** Opening GIVEN RECORDS block **

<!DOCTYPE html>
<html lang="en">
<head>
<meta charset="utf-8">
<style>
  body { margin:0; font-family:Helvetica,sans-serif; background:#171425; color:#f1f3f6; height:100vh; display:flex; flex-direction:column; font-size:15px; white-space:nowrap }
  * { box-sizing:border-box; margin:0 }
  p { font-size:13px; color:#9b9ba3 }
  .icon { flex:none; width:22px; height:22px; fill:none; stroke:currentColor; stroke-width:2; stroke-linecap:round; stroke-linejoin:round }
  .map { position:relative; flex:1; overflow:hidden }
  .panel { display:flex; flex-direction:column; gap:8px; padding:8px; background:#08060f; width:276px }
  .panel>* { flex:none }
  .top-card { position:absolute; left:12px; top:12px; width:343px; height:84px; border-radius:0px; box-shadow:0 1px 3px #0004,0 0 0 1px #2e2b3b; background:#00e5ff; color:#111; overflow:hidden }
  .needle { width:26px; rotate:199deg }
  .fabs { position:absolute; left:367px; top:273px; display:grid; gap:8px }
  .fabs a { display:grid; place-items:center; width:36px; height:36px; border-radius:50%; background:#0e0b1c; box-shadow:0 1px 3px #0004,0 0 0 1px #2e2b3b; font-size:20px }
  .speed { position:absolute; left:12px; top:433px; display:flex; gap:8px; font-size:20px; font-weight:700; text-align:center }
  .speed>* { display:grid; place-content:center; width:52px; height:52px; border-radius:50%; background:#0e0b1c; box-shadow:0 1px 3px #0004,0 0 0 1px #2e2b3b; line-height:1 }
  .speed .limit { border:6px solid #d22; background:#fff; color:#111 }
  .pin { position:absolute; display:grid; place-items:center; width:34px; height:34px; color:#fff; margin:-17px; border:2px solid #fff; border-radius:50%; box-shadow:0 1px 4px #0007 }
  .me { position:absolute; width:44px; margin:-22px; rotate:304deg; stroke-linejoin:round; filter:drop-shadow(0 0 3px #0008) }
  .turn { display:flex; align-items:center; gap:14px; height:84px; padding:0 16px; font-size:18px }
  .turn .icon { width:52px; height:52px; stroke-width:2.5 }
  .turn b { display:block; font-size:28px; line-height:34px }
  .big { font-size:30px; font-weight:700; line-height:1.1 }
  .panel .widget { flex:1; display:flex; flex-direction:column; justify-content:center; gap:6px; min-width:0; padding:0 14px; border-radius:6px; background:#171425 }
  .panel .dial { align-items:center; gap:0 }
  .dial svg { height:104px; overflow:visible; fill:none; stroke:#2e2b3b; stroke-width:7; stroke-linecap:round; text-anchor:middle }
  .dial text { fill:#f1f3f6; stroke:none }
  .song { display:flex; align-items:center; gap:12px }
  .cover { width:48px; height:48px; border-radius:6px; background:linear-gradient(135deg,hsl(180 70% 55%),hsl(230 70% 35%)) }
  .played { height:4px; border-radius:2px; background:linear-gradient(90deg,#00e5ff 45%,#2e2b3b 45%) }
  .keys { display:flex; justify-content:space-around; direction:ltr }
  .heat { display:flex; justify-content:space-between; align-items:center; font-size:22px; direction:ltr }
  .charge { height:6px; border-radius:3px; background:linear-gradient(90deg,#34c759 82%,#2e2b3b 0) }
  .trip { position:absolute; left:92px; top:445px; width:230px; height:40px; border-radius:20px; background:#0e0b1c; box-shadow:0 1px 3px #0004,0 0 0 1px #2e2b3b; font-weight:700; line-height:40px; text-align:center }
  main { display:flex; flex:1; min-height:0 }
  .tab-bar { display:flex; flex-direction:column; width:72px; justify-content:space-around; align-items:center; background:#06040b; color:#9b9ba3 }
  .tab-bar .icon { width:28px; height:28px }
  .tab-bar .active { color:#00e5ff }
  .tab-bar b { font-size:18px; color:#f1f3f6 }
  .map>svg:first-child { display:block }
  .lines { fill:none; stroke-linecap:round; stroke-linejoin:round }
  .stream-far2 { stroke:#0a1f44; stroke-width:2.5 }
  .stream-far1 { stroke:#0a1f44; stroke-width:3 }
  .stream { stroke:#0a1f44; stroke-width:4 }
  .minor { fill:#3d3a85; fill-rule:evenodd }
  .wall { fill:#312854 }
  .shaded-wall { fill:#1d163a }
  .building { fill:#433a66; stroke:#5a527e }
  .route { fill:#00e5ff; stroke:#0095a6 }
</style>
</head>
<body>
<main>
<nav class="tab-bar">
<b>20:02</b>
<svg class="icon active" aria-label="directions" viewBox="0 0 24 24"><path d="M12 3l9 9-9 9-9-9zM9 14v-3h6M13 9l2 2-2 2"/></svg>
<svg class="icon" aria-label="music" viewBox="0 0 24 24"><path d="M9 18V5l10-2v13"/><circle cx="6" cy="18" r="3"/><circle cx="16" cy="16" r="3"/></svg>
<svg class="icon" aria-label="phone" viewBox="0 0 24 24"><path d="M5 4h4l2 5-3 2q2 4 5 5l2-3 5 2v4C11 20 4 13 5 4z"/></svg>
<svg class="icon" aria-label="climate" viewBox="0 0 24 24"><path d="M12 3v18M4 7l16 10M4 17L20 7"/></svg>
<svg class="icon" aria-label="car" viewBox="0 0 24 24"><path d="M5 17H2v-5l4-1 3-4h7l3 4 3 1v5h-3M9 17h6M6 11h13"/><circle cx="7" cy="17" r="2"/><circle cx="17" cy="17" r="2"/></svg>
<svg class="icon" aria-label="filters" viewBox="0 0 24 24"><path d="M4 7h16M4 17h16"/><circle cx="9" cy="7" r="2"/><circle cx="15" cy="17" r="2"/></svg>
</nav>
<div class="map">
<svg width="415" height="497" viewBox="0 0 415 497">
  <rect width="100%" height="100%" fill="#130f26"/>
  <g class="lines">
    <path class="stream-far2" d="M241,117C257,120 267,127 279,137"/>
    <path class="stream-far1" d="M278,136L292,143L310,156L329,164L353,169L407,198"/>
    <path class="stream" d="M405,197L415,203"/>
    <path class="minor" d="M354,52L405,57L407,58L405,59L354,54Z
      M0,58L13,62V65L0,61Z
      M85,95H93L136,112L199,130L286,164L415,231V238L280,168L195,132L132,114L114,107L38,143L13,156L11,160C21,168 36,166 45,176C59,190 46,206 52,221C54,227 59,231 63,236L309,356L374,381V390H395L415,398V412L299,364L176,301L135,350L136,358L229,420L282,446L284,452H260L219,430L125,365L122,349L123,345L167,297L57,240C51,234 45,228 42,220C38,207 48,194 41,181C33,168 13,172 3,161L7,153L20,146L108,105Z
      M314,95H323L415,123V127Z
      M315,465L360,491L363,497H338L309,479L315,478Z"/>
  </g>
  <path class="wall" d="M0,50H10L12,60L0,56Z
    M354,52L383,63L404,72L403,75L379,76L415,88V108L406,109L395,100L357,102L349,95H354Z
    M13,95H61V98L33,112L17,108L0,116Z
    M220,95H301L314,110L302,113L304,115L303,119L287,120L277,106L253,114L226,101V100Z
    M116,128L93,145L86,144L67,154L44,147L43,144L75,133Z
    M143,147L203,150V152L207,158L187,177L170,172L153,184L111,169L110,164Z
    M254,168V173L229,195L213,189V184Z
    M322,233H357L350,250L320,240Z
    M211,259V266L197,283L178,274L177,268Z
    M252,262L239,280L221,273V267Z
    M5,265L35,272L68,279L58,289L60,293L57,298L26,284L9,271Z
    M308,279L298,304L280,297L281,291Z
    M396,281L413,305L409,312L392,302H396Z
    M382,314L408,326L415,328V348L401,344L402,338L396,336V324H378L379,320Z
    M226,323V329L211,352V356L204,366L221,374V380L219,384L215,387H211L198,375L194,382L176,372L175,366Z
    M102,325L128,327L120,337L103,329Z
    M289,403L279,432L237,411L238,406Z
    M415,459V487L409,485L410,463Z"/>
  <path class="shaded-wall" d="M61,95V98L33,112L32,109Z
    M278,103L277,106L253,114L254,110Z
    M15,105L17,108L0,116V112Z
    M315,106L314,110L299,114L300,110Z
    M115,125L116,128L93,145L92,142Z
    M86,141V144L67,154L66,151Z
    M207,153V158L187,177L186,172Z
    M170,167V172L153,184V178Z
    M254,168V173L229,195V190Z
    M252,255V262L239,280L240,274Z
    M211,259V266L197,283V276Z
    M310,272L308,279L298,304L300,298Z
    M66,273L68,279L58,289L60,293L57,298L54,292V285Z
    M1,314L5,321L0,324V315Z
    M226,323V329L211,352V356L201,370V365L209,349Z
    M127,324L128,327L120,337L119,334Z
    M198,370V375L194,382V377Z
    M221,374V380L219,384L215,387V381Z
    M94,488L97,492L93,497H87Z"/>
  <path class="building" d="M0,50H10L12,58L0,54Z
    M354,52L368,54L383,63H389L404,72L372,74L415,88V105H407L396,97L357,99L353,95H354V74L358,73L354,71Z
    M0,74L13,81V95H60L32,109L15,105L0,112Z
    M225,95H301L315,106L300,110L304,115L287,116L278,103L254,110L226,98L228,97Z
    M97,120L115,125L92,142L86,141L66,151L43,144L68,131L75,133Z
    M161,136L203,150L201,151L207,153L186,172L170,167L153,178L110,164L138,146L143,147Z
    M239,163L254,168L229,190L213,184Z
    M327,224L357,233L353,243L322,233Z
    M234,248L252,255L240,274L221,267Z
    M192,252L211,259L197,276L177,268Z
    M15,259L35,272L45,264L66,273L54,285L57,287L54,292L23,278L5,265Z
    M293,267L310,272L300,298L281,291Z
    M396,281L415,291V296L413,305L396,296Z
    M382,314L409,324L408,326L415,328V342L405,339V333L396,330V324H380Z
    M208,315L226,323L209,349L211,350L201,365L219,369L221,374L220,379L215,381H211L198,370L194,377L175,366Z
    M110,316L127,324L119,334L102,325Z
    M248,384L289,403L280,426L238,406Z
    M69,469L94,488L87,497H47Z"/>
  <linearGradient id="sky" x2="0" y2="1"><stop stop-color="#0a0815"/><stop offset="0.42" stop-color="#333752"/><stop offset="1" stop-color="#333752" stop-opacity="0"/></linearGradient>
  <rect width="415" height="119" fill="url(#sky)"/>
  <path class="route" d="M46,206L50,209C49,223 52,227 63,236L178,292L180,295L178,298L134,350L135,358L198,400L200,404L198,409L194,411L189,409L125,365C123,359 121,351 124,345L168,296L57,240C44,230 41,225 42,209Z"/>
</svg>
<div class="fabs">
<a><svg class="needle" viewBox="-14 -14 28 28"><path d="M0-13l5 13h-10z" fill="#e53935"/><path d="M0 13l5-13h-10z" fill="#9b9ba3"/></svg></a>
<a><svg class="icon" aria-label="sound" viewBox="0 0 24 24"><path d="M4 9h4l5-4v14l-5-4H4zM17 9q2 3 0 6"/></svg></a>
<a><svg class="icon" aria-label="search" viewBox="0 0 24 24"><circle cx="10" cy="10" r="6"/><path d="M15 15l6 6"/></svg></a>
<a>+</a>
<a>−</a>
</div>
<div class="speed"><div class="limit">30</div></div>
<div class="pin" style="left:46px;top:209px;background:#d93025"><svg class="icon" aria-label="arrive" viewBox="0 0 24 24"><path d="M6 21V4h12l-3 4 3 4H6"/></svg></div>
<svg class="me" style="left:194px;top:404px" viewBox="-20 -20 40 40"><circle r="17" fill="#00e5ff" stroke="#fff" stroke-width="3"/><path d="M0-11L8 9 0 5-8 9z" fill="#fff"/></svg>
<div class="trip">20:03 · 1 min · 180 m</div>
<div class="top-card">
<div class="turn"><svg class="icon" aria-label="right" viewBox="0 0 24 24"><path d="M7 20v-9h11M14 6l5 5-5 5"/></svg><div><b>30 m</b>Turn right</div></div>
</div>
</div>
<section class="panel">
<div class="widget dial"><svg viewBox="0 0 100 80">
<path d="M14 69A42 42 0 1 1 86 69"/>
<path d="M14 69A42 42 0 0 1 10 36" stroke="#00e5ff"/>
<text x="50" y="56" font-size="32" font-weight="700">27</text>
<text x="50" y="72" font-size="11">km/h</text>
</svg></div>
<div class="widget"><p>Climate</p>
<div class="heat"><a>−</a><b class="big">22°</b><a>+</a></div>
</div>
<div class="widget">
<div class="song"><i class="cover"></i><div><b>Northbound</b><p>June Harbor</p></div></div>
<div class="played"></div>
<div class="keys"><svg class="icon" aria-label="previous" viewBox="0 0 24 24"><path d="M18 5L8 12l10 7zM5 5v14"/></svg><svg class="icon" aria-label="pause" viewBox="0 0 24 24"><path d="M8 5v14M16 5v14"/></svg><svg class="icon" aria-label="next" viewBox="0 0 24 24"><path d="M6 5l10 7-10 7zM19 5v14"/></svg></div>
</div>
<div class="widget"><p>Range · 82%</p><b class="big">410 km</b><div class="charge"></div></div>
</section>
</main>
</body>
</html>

** Closing GIVEN RECORDS block **

ASSIGNMENT> Look above for the line holding "position:relative; flex:1; overflow:hidden" and the line holding "position:absolute; width:44px; margin:-22px;", then output exactly those two lines and every line between them, nothing more.

EXERCISE RESPONSE>
  .map { position:relative; flex:1; overflow:hidden }
  .panel { display:flex; flex-direction:column; gap:8px; padding:8px; background:#08060f; width:276px }
  .panel>* { flex:none }
  .top-card { position:absolute; left:12px; top:12px; width:343px; height:84px; border-radius:0px; box-shadow:0 1px 3px #0004,0 0 0 1px #2e2b3b; background:#00e5ff; color:#111; overflow:hidden }
  .needle { width:26px; rotate:199deg }
  .fabs { position:absolute; left:367px; top:273px; display:grid; gap:8px }
  .fabs a { display:grid; place-items:center; width:36px; height:36px; border-radius:50%; background:#0e0b1c; box-shadow:0 1px 3px #0004,0 0 0 1px #2e2b3b; font-size:20px }
  .speed { position:absolute; left:12px; top:433px; display:flex; gap:8px; font-size:20px; font-weight:700; text-align:center }
  .speed>* { display:grid; place-content:center; width:52px; height:52px; border-radius:50%; background:#0e0b1c; box-shadow:0 1px 3px #0004,0 0 0 1px #2e2b3b; line-height:1 }
  .speed .limit { border:6px solid #d22; background:#fff; color:#111 }
  .pin { position:absolute; display:grid; place-items:center; width:34px; height:34px; color:#fff; margin:-17px; border:2px solid #fff; border-radius:50%; box-shadow:0 1px 4px #0007 }
  .me { position:absolute; width:44px; margin:-22px; rotate:304deg; stroke-linejoin:round; filter:drop-shadow(0 0 3px #0008) }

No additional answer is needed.